Mendapatkan pendapatnya dibenarkan oleh wahyu, Umar tidak lantas kegirangan, GR, dan ujub, apalagi sampai mengatakan misalnya: "Tuh kan, pendapat saya yang benar, coba dari dulu mengikuti pendapat saya, tidak akan ada teguran seperti ini". Justru Umar bin Al Khaththab-pun ikut menangis.

Pertama karena teguran itu tidak hanya ditujukan kepada Rasulullah saw dan Abu Bakar saja, akan tetapi juga kepada seluruh kaum muslimin, bukankah keputusan itu berlaku bagi kaum muslimin seluruhnya, dan bukankah pula kaum muslimin itu satu badan, dan satu organ, yang jika sebagiannya sakit, maka yang lainnya-pun ikut merasakannya, dan bukankah keputusan itu diambil dari syuro?!

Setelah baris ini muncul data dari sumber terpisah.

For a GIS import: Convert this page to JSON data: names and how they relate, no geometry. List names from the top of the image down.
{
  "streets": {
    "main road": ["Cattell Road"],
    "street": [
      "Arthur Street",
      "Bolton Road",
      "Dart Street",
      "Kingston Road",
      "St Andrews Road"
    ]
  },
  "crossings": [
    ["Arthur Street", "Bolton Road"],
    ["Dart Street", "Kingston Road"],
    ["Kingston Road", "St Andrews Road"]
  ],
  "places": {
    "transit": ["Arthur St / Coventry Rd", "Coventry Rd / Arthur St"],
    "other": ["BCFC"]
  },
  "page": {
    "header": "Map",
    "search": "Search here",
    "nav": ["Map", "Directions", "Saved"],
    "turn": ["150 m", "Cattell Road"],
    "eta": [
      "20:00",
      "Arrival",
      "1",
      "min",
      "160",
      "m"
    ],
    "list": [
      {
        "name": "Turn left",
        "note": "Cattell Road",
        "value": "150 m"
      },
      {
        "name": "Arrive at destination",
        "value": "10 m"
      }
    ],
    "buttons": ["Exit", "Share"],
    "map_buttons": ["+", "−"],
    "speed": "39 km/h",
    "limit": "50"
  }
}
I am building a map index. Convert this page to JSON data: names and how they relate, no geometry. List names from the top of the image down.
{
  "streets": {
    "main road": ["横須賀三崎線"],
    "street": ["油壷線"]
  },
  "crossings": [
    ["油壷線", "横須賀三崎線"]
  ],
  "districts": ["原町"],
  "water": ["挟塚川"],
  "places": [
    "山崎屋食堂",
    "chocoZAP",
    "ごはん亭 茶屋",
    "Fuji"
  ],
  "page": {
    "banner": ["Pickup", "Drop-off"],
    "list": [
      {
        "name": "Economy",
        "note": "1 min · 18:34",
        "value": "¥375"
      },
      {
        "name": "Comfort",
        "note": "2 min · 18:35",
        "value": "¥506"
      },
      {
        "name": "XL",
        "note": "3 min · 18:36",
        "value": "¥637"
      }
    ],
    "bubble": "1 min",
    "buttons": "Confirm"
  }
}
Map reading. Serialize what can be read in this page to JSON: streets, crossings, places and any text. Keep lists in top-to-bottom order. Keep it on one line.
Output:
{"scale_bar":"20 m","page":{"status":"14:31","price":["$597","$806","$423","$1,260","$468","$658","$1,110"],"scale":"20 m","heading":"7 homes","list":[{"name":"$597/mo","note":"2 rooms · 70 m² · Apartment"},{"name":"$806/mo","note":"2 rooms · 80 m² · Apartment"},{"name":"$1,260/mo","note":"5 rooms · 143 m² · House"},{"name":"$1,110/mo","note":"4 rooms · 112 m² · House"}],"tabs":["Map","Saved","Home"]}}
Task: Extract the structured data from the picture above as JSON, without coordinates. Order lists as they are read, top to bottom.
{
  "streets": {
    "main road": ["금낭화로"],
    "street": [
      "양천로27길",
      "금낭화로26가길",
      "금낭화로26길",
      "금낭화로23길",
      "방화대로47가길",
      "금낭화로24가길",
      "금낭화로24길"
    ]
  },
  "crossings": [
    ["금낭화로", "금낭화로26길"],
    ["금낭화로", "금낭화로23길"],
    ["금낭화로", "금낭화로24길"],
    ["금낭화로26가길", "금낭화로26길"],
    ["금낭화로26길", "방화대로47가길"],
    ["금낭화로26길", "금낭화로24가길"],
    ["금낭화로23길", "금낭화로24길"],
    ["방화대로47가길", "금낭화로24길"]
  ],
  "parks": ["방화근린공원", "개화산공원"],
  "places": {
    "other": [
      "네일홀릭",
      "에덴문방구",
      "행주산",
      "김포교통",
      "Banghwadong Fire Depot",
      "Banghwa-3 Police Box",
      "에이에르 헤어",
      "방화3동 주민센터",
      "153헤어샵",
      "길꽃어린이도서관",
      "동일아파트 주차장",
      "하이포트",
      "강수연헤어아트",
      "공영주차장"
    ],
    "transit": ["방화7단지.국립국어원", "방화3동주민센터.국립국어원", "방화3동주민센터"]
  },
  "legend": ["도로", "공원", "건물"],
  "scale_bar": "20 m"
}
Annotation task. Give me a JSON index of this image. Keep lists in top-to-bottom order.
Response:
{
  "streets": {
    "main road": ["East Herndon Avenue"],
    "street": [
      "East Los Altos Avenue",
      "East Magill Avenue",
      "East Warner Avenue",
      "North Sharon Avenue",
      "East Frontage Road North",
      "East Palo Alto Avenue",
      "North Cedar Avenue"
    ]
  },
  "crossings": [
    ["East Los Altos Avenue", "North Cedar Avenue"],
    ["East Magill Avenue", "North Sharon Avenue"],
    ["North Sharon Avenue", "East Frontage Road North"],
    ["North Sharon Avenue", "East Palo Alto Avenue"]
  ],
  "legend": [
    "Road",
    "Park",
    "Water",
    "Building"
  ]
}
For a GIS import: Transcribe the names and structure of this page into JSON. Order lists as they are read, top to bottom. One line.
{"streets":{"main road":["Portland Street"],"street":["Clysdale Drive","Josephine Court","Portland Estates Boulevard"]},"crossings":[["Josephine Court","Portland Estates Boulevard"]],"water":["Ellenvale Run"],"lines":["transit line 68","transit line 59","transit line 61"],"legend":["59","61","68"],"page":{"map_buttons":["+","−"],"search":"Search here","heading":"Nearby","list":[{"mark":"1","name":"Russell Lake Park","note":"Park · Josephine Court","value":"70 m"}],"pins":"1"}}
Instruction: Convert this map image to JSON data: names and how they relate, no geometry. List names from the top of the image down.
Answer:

Kedua karena Umar bin Al Khaththab takut terkena 'Ujub, sebab 'ujub itu menghapuskan amal, sebagaimana hujan deras menghapus tanah yang ada di atas batu yang licin.
Marilah kita tarbiyah diri kita agar memiliki adabiyyat syuro yang begitu tinggi, sebagaimana yang dimiliki oleh para sahabat Ridhwanullah 'alaihim.